§ **REQUIRED WORK**
Repeat the listing in full, exactly as it stands.

+--

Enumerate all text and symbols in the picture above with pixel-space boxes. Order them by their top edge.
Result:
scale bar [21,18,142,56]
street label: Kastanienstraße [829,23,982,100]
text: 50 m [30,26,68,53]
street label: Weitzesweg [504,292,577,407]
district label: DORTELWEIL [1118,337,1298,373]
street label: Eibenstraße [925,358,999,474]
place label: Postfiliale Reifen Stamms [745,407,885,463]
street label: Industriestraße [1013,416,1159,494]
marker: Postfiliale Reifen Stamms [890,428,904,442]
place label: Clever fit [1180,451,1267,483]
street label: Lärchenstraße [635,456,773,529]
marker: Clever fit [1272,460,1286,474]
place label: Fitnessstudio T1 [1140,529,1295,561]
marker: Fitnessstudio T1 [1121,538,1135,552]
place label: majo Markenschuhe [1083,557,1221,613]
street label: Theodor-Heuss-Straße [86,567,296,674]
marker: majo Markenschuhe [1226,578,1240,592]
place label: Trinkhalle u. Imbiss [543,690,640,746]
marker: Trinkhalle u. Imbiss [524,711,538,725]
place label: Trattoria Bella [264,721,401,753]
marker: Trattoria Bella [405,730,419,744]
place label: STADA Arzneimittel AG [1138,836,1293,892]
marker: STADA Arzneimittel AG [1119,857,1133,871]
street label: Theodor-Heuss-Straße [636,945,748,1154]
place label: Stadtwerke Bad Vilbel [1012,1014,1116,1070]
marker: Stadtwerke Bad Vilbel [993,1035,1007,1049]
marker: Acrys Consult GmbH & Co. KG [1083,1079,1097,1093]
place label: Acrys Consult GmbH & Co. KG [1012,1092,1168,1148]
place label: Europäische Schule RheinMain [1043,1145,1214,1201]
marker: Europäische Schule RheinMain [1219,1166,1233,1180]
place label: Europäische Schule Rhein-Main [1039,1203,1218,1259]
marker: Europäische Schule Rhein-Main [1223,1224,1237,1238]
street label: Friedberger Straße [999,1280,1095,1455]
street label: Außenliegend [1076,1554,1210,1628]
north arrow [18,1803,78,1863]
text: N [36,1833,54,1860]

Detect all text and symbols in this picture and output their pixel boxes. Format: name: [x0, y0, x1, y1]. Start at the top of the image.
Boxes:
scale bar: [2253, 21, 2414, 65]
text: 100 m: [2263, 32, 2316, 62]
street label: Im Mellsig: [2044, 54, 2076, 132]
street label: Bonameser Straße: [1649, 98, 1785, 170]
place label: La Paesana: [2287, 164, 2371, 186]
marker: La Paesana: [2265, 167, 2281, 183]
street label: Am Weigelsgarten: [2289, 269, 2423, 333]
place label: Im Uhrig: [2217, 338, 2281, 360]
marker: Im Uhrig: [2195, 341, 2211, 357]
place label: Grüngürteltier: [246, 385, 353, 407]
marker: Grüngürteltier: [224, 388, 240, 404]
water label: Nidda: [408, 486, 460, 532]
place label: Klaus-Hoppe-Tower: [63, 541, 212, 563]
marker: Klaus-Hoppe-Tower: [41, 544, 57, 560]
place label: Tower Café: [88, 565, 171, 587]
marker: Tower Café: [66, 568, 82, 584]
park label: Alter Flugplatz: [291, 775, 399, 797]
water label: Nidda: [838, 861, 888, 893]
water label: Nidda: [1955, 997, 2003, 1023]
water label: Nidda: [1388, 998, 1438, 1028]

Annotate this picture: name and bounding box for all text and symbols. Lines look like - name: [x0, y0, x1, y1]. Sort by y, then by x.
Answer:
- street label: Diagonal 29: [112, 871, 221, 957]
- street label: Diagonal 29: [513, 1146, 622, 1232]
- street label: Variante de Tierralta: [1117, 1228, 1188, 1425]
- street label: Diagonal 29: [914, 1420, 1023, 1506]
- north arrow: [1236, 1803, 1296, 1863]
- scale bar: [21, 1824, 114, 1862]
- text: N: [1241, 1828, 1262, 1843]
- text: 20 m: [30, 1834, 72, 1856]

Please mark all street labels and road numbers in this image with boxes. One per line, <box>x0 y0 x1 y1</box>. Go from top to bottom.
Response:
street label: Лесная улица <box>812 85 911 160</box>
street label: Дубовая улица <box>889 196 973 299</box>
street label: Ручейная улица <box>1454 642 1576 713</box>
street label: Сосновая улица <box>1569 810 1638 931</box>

+--

§ **SOLUTION TO THIS EXERCISE**
Enumerate all text and symbols in the picture above with pixel-space boxes. Order them by their top edge.
Result:
scale bar [21,18,142,56]
street label: Kastanienstraße [829,23,982,100]
text: 50 m [30,26,68,53]
street label: Weitzesweg [504,292,577,407]
district label: DORTELWEIL [1118,337,1298,373]
street label: Eibenstraße [925,358,999,474]
place label: Postfiliale Reifen Stamms [745,407,885,463]
street label: Industriestraße [1013,416,1159,494]
marker: Postfiliale Reifen Stamms [890,428,904,442]
place label: Clever fit [1180,451,1267,483]
street label: Lärchenstraße [635,456,773,529]
marker: Clever fit [1272,460,1286,474]
place label: Fitnessstudio T1 [1140,529,1295,561]
marker: Fitnessstudio T1 [1121,538,1135,552]
place label: majo Markenschuhe [1083,557,1221,613]
street label: Theodor-Heuss-Straße [86,567,296,674]
marker: majo Markenschuhe [1226,578,1240,592]
place label: Trinkhalle u. Imbiss [543,690,640,746]
marker: Trinkhalle u. Imbiss [524,711,538,725]
place label: Trattoria Bella [264,721,401,753]
marker: Trattoria Bella [405,730,419,744]
place label: STADA Arzneimittel AG [1138,836,1293,892]
marker: STADA Arzneimittel AG [1119,857,1133,871]
street label: Theodor-Heuss-Straße [636,945,748,1154]
place label: Stadtwerke Bad Vilbel [1012,1014,1116,1070]
marker: Stadtwerke Bad Vilbel [993,1035,1007,1049]
marker: Acrys Consult GmbH & Co. KG [1083,1079,1097,1093]
place label: Acrys Consult GmbH & Co. KG [1012,1092,1168,1148]
place label: Europäische Schule RheinMain [1043,1145,1214,1201]
marker: Europäische Schule RheinMain [1219,1166,1233,1180]
place label: Europäische Schule Rhein-Main [1039,1203,1218,1259]
marker: Europäische Schule Rhein-Main [1223,1224,1237,1238]
street label: Friedberger Straße [999,1280,1095,1455]
street label: Außenliegend [1076,1554,1210,1628]
north arrow [18,1803,78,1863]
text: N [36,1833,54,1860]

Detect all text and symbols in this picture and output their pixel boxes. Format: name: [x0, y0, x1, y1]. Start at the top of the image.
Boxes:
scale bar: [2253, 21, 2414, 65]
text: 100 m: [2263, 32, 2316, 62]
street label: Im Mellsig: [2044, 54, 2076, 132]
street label: Bonameser Straße: [1649, 98, 1785, 170]
place label: La Paesana: [2287, 164, 2371, 186]
marker: La Paesana: [2265, 167, 2281, 183]
street label: Am Weigelsgarten: [2289, 269, 2423, 333]
place label: Im Uhrig: [2217, 338, 2281, 360]
marker: Im Uhrig: [2195, 341, 2211, 357]
place label: Grüngürteltier: [246, 385, 353, 407]
marker: Grüngürteltier: [224, 388, 240, 404]
water label: Nidda: [408, 486, 460, 532]
place label: Klaus-Hoppe-Tower: [63, 541, 212, 563]
marker: Klaus-Hoppe-Tower: [41, 544, 57, 560]
place label: Tower Café: [88, 565, 171, 587]
marker: Tower Café: [66, 568, 82, 584]
park label: Alter Flugplatz: [291, 775, 399, 797]
water label: Nidda: [838, 861, 888, 893]
water label: Nidda: [1955, 997, 2003, 1023]
water label: Nidda: [1388, 998, 1438, 1028]

Annotate this picture: name and bounding box for all text and symbols. Lines look like - name: [x0, y0, x1, y1]. Sort by y, then by x.
Answer:
- street label: Diagonal 29: [112, 871, 221, 957]
- street label: Diagonal 29: [513, 1146, 622, 1232]
- street label: Variante de Tierralta: [1117, 1228, 1188, 1425]
- street label: Diagonal 29: [914, 1420, 1023, 1506]
- north arrow: [1236, 1803, 1296, 1863]
- scale bar: [21, 1824, 114, 1862]
- text: N: [1241, 1828, 1262, 1843]
- text: 20 m: [30, 1834, 72, 1856]

Please mark all street labels and road numbers in this image with boxes. One per line, <box>x0 y0 x1 y1</box>. Go from top to bottom.
Response:
street label: Лесная улица <box>812 85 911 160</box>
street label: Дубовая улица <box>889 196 973 299</box>
street label: Ручейная улица <box>1454 642 1576 713</box>
street label: Сосновая улица <box>1569 810 1638 931</box>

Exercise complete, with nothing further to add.